De plus, le peuple d’Israël n’est plus le seul peuple de Dieu, les païens de toutes origines sont aussi choisis par Dieu et Dieu se révèle d’abord à eux. Dans sa lettre aux Éphésiens, saint Paul dit : « Ce mystère, c’est que les païens sont associés au même héritage, au même corps, au partage de la même promesse, dans le Christ Jésus, par l’annonce de l’évangile » (Ép 3,6). Et c’est tellement vrai que la puissance de Dieu se manifeste autrement, l’évangéliste Matthieu fait reconnaître aux mages, aux étrangers, venus à la rencontre de la lumière, la nouvelle présence de Dieu et sa puissance, à travers les cadeaux offerts par ceux-ci : « Et, tombant à genoux, ils se prosternèrent devant lui. Ils ouvrirent leurs coffrets, et lui offrirent leurs présents : de l’or, de l’encens et de la myrrhe » (Mt 2,11b). Le théologien belge, Claude Sélis écrit : « Les mages usent de sagesse humaine en rendant hommage au Dieu manifesté à tous. Ils offrent l’or, attribut royal, au seul vrai Roi du seul vrai Royaume. Ils offrent l’encens, attribut sacerdotal, au seul vrai Prêtre du nouveau culte en esprit et en vérité. Mais ils offrent aussi la myrrhe, attribut mortuaire, parce que Matthieu le savait, cette royauté et ce sacerdoce devaient passer par la mort. »

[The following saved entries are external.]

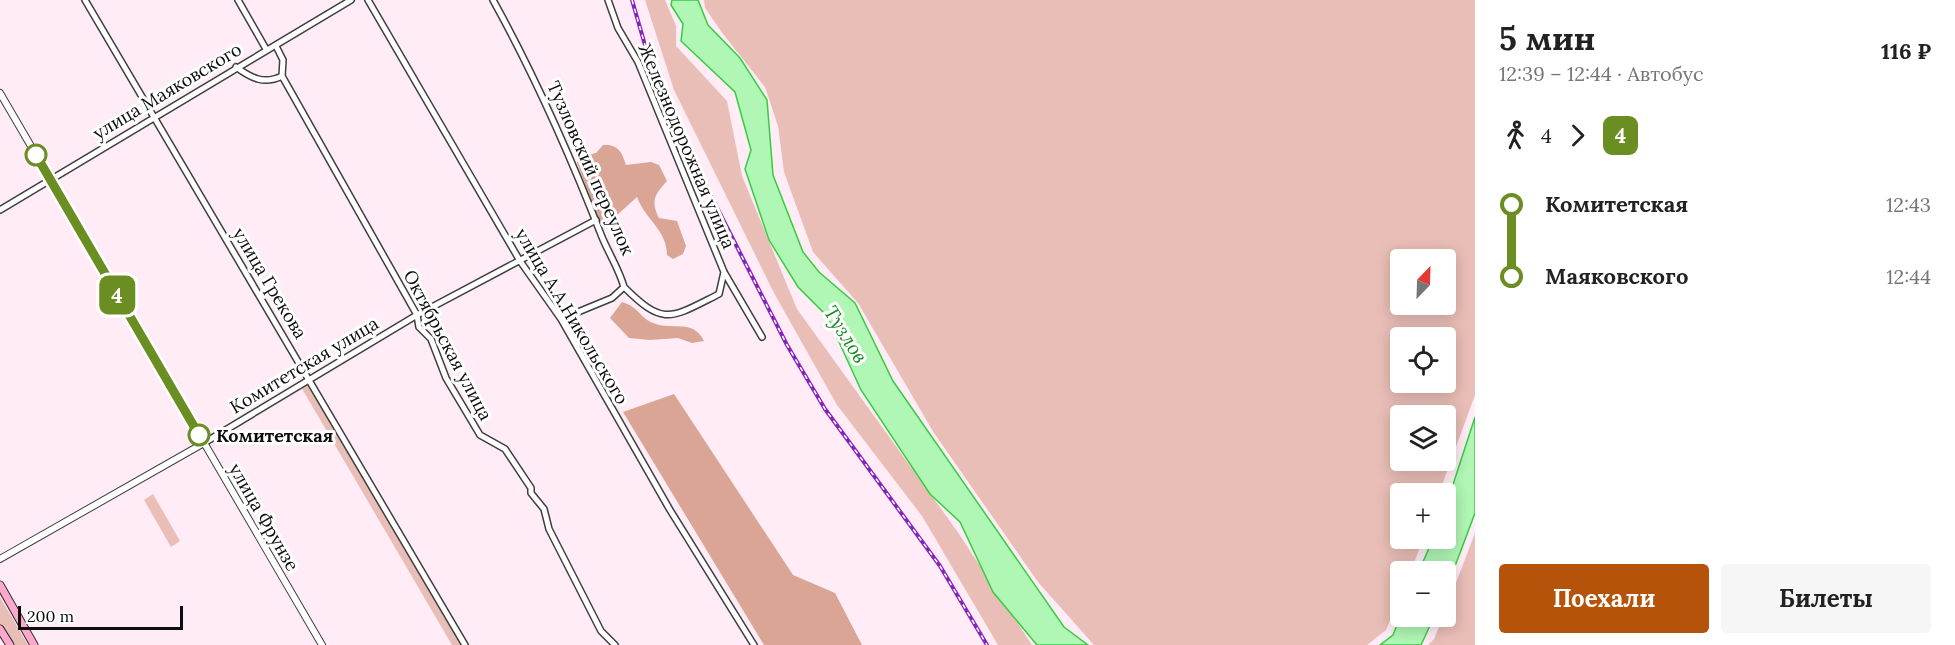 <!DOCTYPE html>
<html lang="ru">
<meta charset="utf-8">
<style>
body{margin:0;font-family:Lora,serif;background:#f6f6f6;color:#222;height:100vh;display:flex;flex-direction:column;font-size:22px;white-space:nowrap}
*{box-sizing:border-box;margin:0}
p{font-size:20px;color:#767676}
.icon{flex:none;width:33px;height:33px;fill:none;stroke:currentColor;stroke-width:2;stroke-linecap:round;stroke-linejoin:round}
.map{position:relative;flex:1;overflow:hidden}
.drawer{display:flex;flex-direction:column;background:#fff;width:480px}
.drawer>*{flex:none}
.badge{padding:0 12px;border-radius:9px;font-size:21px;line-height:39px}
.needle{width:39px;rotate:23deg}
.controls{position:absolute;left:1390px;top:249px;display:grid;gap:12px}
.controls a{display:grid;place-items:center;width:66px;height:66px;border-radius:6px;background:#fff;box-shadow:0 3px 15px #0003;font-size:30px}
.scale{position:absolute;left:18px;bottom:15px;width:165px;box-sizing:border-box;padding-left:6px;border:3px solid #0c0c0c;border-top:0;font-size:16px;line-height:21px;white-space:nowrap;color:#0c0c0c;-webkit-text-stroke:4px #fff;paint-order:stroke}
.map>.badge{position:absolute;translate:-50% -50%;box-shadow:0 0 0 3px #fff}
.legs{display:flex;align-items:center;gap:9px;height:66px;padding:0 24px;font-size:20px}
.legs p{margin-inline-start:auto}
.summary{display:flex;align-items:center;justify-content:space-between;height:102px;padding:0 24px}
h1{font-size:33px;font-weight:700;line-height:45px}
.cta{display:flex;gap:12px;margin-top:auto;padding:12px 24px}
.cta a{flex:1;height:69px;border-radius:6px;background:#b45309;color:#fff;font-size:24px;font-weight:700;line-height:69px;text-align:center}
.cta a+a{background:#f6f6f6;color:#222}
ul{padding:0 24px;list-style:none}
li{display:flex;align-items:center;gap:21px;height:72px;font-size:22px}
li i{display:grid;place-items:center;width:9px;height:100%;margin:0 8px;background:currentColor}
li i::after{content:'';width:15px;height:15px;margin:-8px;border:4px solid;border-radius:50%;background:#fff}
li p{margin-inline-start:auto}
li:first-child i{background:linear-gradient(#0000 50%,currentColor 0)}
li:last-child i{background:linear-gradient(currentColor 50%,#0000 0)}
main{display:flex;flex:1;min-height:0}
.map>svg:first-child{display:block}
.green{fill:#e9beb6;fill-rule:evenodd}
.forest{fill:#daa595}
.water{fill:#b0f6b4;stroke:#37cd43;stroke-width:1.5}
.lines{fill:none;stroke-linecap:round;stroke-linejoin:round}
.minor-casing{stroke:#3f3f3f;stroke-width:8}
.tertiary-casing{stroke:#3f3f3f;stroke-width:8}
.secondary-casing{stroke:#2e2e2e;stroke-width:9}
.minor{stroke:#fff;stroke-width:5}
.tertiary{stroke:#fff;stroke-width:6}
.secondary{stroke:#ffa7cd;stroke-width:7}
.rail-casing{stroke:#8424bc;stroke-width:4}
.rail{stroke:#fff;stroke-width:1.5;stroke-dasharray:4.5;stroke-linecap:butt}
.line-1-casing{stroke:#fff;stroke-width:14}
.line-1{stroke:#6b8e23;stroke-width:9}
.stop-1-dot{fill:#fff;stroke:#6b8e23;stroke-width:3}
.labels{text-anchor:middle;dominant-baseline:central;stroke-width:6;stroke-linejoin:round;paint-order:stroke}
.street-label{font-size:18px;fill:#0c0c0c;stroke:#fff}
.stop-label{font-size:18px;font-weight:bold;fill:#0c0c0c;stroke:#fff;text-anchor:start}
.water-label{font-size:20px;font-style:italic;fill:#158922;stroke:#fff}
</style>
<main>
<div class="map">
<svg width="1475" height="645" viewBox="0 0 1475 645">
<rect width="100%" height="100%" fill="#ffecf6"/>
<!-- green -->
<path class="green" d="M645,0H665L676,26V46L727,101L742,176L797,309L957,531L1032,645H998L922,516L837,405L774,293L674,90Z
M704,0H1475V395L1439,493L1401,494V538L1423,539L1411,571L1401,572V595L1386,630L1367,645H1094L1038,582L934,433L858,303L813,252L784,172L778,126L765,87L723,34L705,8ZM1401,260H1446V304H1401ZM1401,338H1446V382H1401ZM1401,416H1446V460H1401Z
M306,385L311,387L462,645H452L301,387Z
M153,494L180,541L171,547L144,500Z
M1475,533V645H1428L1434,639L1443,617L1446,616V609Z
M0,597L28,645H13L0,624Z"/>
<!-- forest -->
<path class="forest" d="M603,145C618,144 622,152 626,165L651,162L659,165L667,181C655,194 650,201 659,218L677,221L686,246L683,254L673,259L667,255C667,230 645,219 637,197L606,225H601L577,163L579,157L596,153Z
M622,302C639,307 640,318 653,323C672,331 693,318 704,341L692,343L678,338L650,340L629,338L610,318Z
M674,394L793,575L835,593L862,645H764L623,412Z"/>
<!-- water -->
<path class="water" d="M672,0H698L708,25L740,58L767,100L773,175L803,252L819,272L855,303L893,381L1064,627L1088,645H1037L993,592L960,522L930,494L861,390L827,316L798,287L769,240L745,169L751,150L735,92L681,41L683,24L671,5Z
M1475,417V513L1446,590V572L1419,571L1433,539L1446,538V506Z
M1401,615L1434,617L1421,645H1380L1393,635Z"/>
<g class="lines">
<defs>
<path id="minor" d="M85,0L465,645
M238,0L266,49
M368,0L520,261L561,319L670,510L754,645
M493,0C535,76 570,155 602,237C609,254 619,269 624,287L612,298L561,319
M608,0L618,28L638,62L724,272L762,337
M236,67C251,78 264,85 282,76L283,60L276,46
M282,76L417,315L419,327L431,339L446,378L480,435L505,449L531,488V493L544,509L549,529L601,631L615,645
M0,210L351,0
M624,287C664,327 671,318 719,294L724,272
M204,443L417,315L596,220"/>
<path id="tertiary" d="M0,93L322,645
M0,559L204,443"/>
<path id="secondary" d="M0,585L34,645
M0,629L10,645"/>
</defs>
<!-- minor casing -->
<use href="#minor" class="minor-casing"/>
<!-- tertiary casing -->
<use href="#tertiary" class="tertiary-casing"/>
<!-- secondary casing -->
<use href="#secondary" class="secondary-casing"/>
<!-- minor -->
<use href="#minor" class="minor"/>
<!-- tertiary -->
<use href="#tertiary" class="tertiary"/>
<!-- secondary -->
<use href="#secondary" class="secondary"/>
<defs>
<path id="rail" d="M632,0L649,59L680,135L787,345L825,409L940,566L987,645"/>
</defs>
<!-- rail casing -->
<use href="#rail" class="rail-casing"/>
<!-- rail -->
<use href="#rail" class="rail"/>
</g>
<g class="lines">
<defs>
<path id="line-1" d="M36,155L199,435"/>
</defs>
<!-- line-1 casing -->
<use href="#line-1" class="line-1-casing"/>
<!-- line-1 -->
<use href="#line-1" class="line-1"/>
</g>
<!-- markers -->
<g class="stop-1-dot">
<circle cx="36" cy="155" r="10"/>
<circle cx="199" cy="435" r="10"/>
</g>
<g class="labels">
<!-- street labels -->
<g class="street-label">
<text transform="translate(167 91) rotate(-31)">улица Маяковского</text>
<text transform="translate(687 146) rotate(67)">Железнодорожная улица</text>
<text transform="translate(591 168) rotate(66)">Тузловский переулок</text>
<text transform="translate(270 283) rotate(59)">улица Грекова</text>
<text transform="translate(572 316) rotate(59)">улица А.А.Никольского</text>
<text transform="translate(448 345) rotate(62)">Октябрьская улица</text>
<text transform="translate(304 365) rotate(-31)">Комитетская улица</text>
<text transform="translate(264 517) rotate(60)">улица Фрунзе</text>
</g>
<!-- stop labels -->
<g class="stop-label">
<text x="216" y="435">Комитетская</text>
</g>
<!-- water labels -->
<g class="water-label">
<text transform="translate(846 334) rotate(58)">Тузлов</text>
</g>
</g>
</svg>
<div class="controls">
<a><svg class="needle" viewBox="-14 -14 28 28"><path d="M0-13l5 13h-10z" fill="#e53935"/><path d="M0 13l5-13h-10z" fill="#767676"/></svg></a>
<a><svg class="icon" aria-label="locate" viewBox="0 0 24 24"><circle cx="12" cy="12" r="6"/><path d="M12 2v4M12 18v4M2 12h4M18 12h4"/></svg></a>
<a><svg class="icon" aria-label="layers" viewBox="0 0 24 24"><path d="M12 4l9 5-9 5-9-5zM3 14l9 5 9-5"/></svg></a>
<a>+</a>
<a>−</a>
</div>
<div class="scale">200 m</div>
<b class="badge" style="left:117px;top:295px;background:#6b8e23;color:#fff">4</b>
</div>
<section class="drawer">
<div class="summary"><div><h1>5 мин</h1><p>12:39 – 12:44 · Автобус</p></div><b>116 ₽</b></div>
<div class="legs"><svg class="icon" aria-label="walk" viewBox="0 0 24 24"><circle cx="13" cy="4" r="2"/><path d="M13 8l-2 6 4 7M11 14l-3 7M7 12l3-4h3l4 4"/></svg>4<svg class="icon" aria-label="forward" viewBox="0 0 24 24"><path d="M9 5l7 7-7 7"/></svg><b class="badge" style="background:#6b8e23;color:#fff">4</b></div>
<ul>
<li><i style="color:#6b8e23"></i><b>Комитетская</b><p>12:43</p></li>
<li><i style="color:#6b8e23"></i><b>Маяковского</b><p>12:44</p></li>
</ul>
<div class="cta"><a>Поехали</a><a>Билеты</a></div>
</section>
</main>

Pour nous aujourd’hui, qui relisons ce récit, après 2,000 ans de christianisme, sommes-nous capables de rencontrer Dieu dans la pauvreté, la misère et l’exclusion? Sommes-nous capables de reconnaître sa puissance dans la faiblesse, la vulnérabilité et la fragilité de notre humanité? Mais au fait, où est l’enfant et sa mère (l’Église) aujourd’hui?

  1. Où est l’Église? Au temps de Matthieu, l’Église officielle qui était à Jérusalem a perdu de son autorité, parce qu’incapable de reconnaître la nouveauté de Dieu; de sorte que, les mages, les étrangers, après avoir rencontré le Christ, n’ont plus suivi les directives des spécialistes de la religion : « Mais ensuite, avertis en songe de ne pas retourner chez Hérode, ils regagnèrent leur pays par un autre chemin » (Mt 2,12). Mais qu’en est-il aujourd’hui, 2,000 ans plus tard? L’Église se trouve-t-elle toujours à Rome? Les spécialistes de la religion ont-ils le monopole sur Dieu et sur le Christ? Devons-nous toujours suivre leurs instructions et leurs directives? Peut-être nous faut-il, comme les mages, emprunter d’autres chemins? Là où se vit la pauvreté? La misère? L’oppression? L’exclusion? La marginalité?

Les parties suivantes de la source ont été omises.